──────── GIVEN ENTRIES

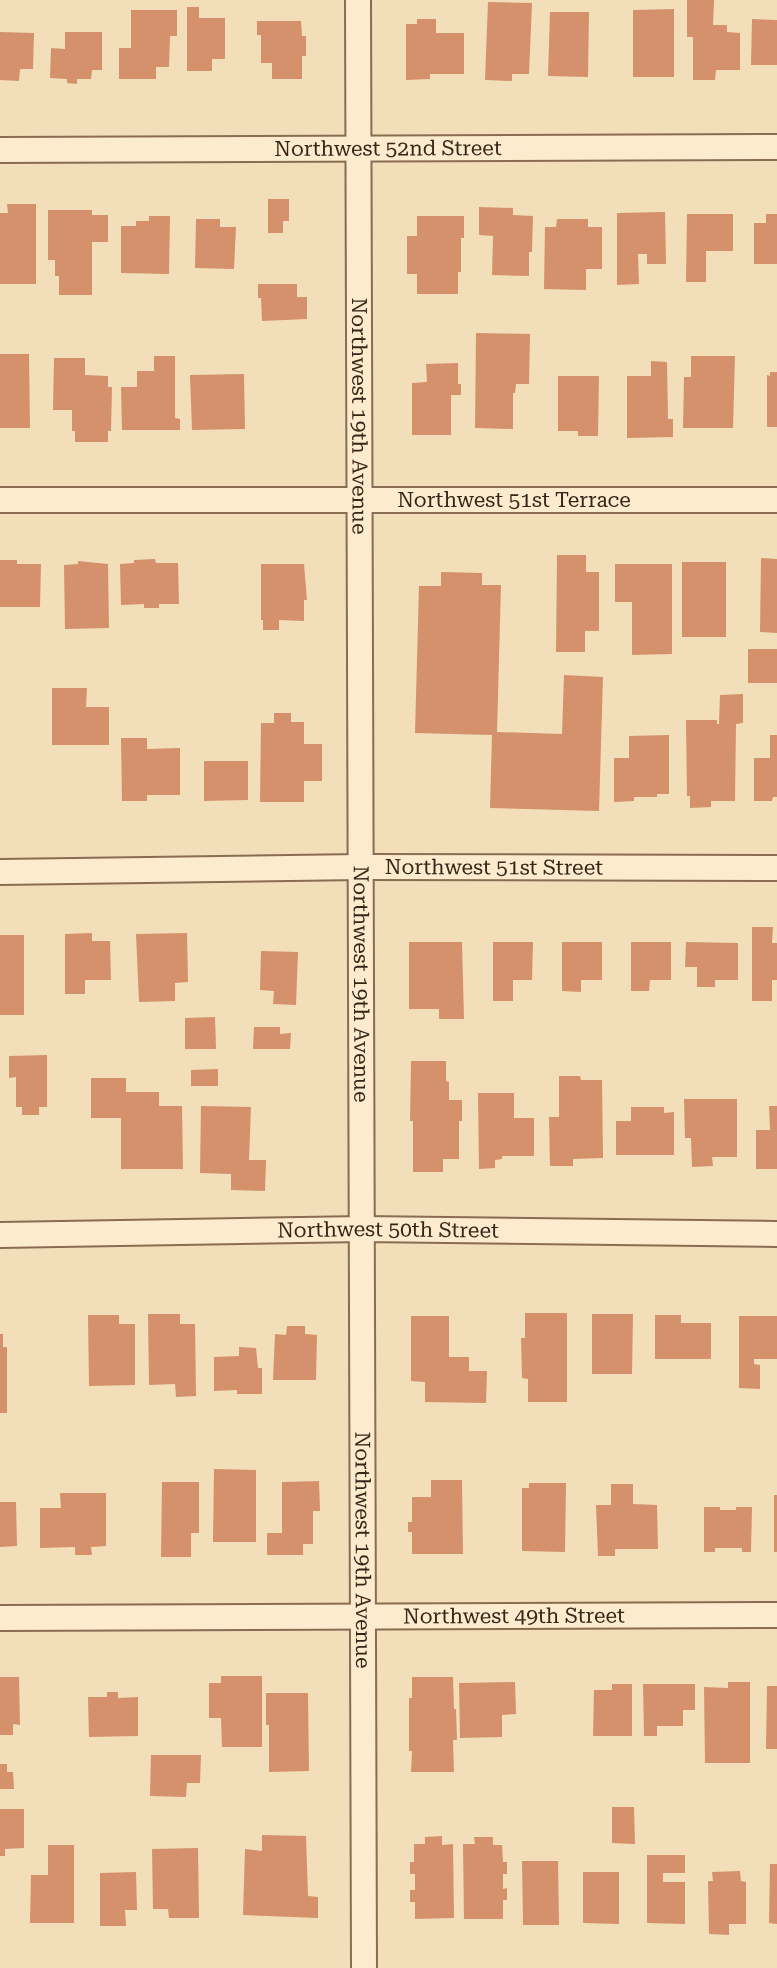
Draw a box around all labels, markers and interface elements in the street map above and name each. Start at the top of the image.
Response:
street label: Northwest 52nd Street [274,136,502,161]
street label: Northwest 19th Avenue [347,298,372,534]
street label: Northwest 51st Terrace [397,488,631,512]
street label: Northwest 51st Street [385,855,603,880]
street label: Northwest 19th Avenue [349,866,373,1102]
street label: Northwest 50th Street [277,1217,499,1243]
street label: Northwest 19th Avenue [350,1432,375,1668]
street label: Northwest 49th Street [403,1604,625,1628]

────────────────
──────── GIVEN ENTRIES

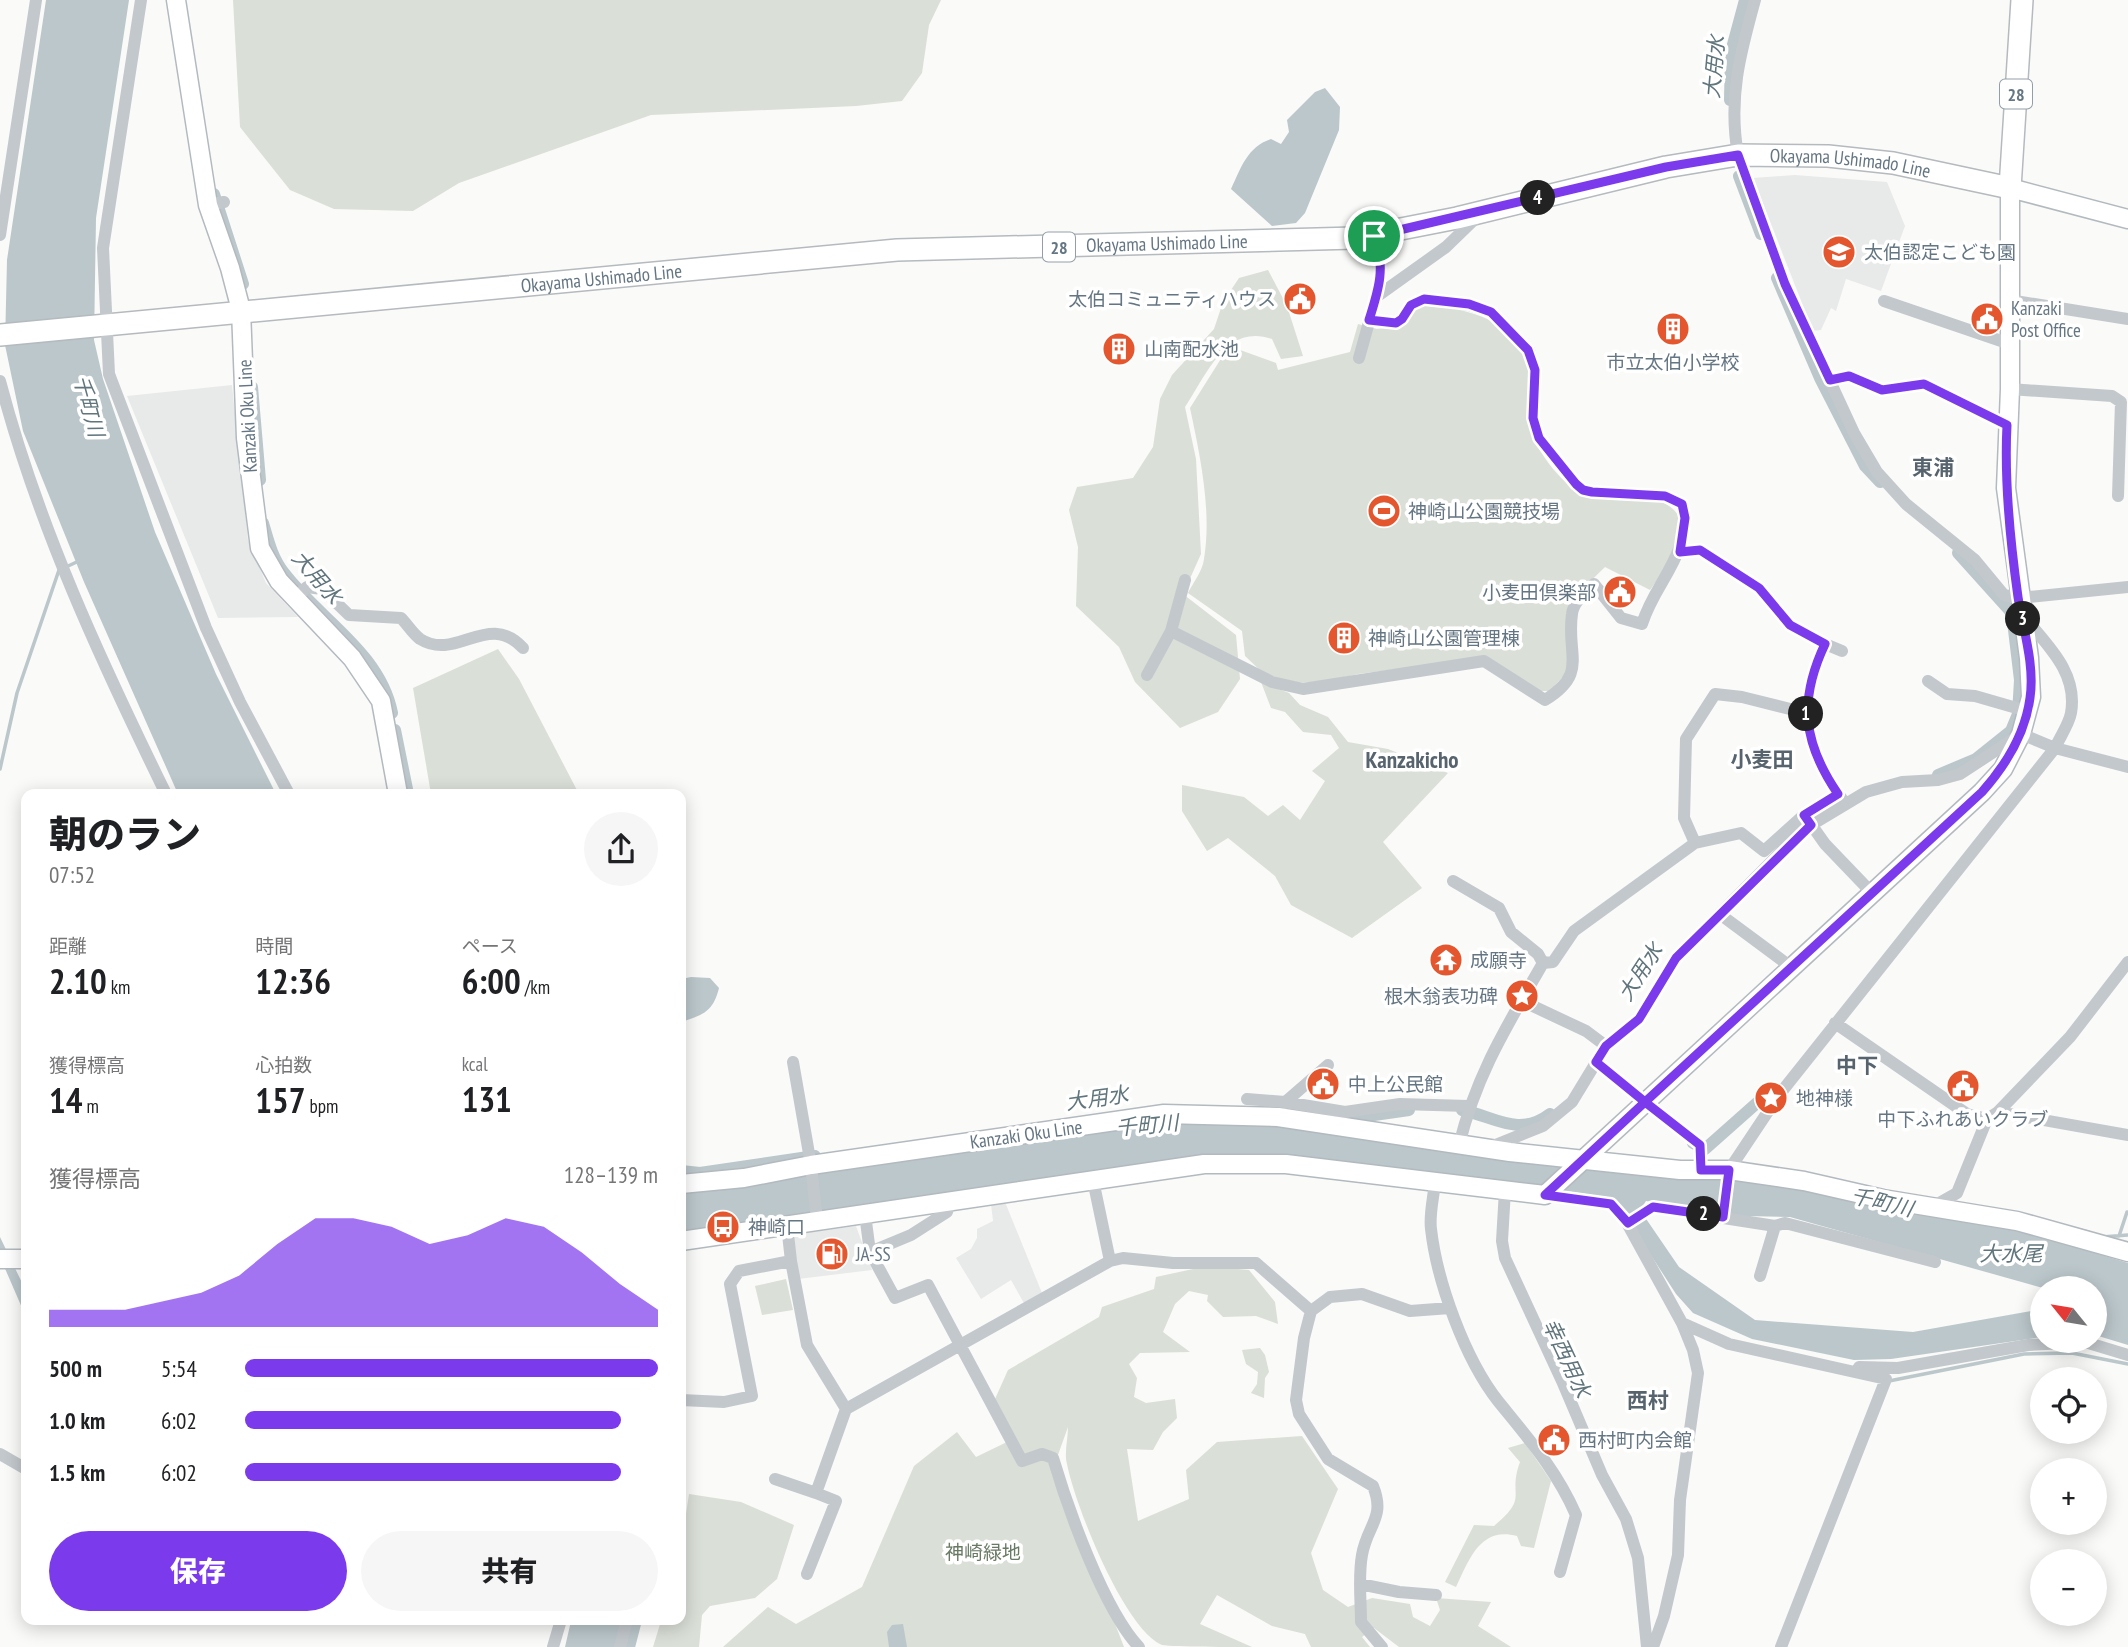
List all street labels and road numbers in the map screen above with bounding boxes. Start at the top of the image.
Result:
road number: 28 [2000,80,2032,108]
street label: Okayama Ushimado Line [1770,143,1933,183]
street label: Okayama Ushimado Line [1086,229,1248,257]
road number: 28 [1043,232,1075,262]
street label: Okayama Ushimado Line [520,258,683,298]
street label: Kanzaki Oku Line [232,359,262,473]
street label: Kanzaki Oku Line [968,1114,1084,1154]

────────────────
──────── GIVEN ENTRIES

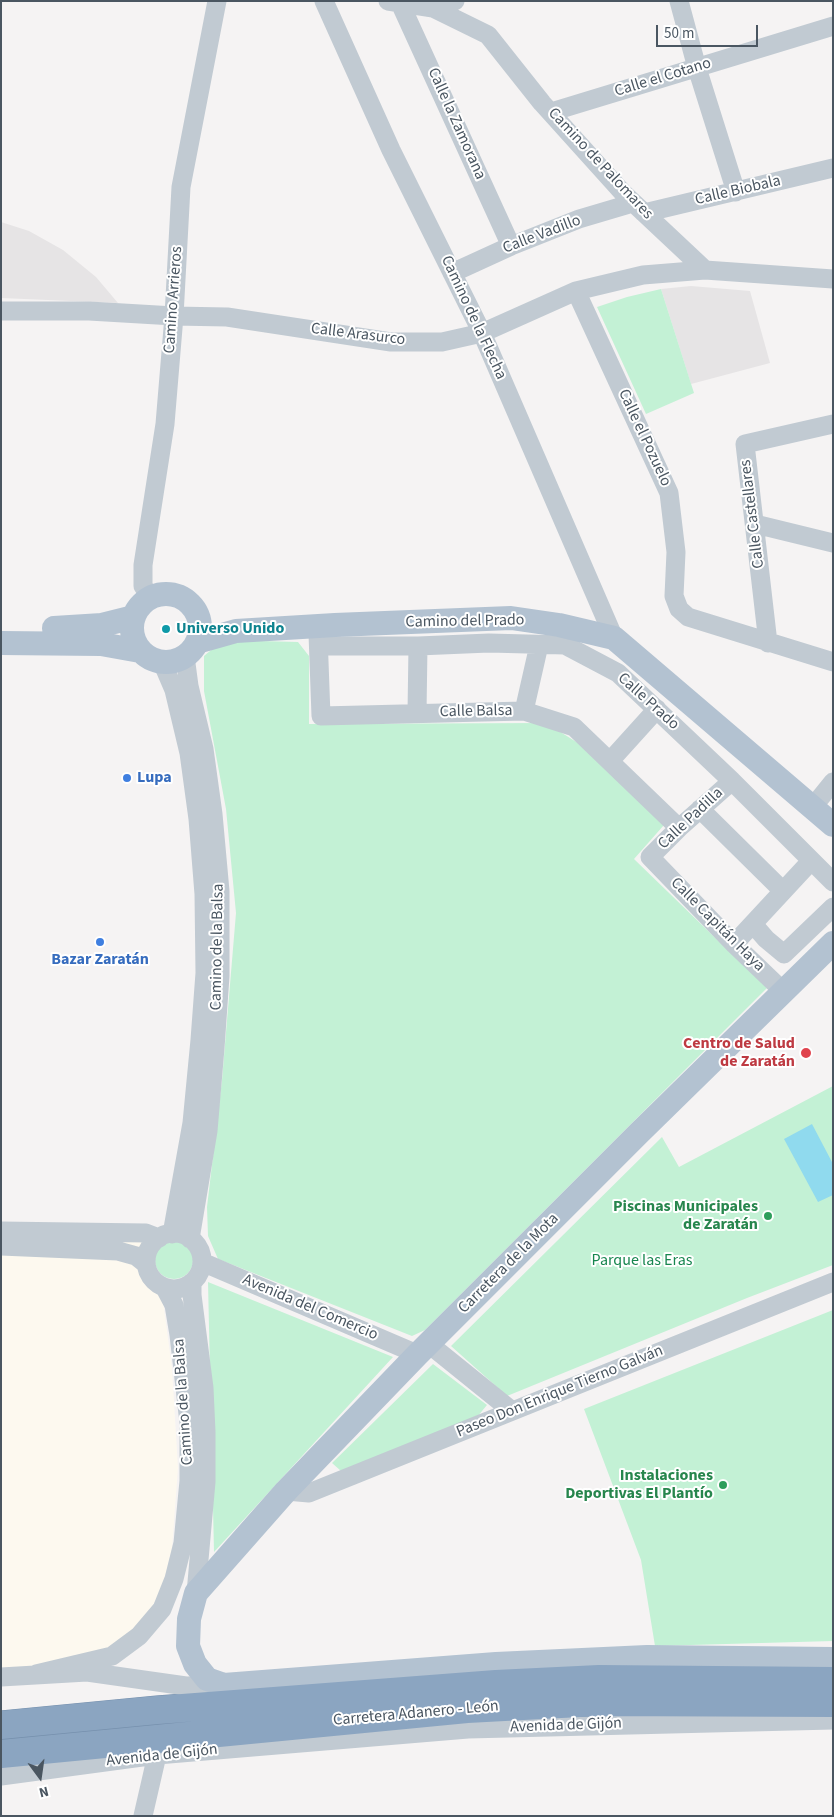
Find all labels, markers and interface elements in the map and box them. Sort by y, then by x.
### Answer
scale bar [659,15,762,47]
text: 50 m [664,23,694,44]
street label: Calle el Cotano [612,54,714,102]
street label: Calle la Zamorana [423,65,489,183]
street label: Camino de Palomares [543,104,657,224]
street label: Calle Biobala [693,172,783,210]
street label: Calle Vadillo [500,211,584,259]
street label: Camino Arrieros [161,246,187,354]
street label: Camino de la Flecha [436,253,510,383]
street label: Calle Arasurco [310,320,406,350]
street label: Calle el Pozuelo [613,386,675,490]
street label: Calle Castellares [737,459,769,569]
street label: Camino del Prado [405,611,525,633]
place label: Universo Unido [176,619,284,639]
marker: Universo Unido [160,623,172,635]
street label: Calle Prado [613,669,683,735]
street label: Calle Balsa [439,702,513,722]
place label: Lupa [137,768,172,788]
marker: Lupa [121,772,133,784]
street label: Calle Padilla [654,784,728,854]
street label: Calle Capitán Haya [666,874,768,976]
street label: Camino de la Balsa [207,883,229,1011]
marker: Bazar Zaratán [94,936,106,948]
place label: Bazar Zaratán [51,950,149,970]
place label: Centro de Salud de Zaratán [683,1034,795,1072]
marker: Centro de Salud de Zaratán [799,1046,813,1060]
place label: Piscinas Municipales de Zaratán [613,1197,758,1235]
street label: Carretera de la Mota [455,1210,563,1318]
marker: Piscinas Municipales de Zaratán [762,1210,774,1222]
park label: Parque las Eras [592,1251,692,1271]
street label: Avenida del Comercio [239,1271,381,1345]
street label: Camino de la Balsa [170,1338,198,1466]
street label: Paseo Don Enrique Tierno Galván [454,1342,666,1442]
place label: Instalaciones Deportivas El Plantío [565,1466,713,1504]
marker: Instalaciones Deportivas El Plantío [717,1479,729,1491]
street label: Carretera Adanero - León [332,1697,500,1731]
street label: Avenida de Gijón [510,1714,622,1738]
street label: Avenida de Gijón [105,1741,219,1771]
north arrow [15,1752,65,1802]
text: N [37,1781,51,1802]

────────────────

→ TASK REQUIREMENTS
If a line in the records contains the word "above", copy it out.

→ EXERCISE OUTPUT
Draw a box around all labels, markers and interface elements in the street map above and name each. Start at the top of the image.
List all street labels and road numbers in the map screen above with bounding boxes. Start at the top of the image.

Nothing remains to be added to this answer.